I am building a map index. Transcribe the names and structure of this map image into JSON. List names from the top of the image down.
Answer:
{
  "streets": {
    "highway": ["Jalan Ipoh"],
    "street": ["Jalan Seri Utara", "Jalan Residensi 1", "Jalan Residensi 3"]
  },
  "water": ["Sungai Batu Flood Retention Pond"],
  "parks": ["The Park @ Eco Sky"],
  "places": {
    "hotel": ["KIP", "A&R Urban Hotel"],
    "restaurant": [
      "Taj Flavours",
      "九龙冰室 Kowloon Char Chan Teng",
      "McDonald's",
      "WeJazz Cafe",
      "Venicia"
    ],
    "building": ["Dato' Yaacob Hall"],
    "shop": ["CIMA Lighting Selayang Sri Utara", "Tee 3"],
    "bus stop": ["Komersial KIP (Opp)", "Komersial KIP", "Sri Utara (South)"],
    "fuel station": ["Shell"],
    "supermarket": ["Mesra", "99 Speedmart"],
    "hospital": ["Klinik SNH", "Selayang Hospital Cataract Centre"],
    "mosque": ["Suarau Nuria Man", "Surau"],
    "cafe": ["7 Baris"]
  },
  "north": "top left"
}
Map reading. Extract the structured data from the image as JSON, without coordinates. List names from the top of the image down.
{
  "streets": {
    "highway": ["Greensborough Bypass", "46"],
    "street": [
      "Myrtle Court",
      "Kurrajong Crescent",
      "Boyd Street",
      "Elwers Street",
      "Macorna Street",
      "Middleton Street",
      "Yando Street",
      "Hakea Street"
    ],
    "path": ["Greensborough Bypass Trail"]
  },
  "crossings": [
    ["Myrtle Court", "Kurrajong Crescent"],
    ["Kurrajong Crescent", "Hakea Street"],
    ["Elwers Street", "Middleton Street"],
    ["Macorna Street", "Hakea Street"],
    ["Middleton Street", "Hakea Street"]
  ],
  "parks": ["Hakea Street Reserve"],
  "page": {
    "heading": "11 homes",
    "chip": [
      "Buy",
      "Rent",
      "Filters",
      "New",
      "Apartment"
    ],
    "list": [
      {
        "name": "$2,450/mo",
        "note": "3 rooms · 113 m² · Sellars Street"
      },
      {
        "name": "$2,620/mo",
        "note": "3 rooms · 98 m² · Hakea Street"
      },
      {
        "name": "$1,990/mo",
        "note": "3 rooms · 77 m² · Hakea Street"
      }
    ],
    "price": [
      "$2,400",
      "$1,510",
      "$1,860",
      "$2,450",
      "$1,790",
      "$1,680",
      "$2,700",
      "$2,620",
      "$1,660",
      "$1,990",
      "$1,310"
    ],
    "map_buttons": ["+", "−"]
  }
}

********

# [Your instructions]
Please return every line of the material above that includes "highway".

# [Output below]
    "highway": ["Jalan Ipoh"],
    "highway": ["Greensborough Bypass", "46"],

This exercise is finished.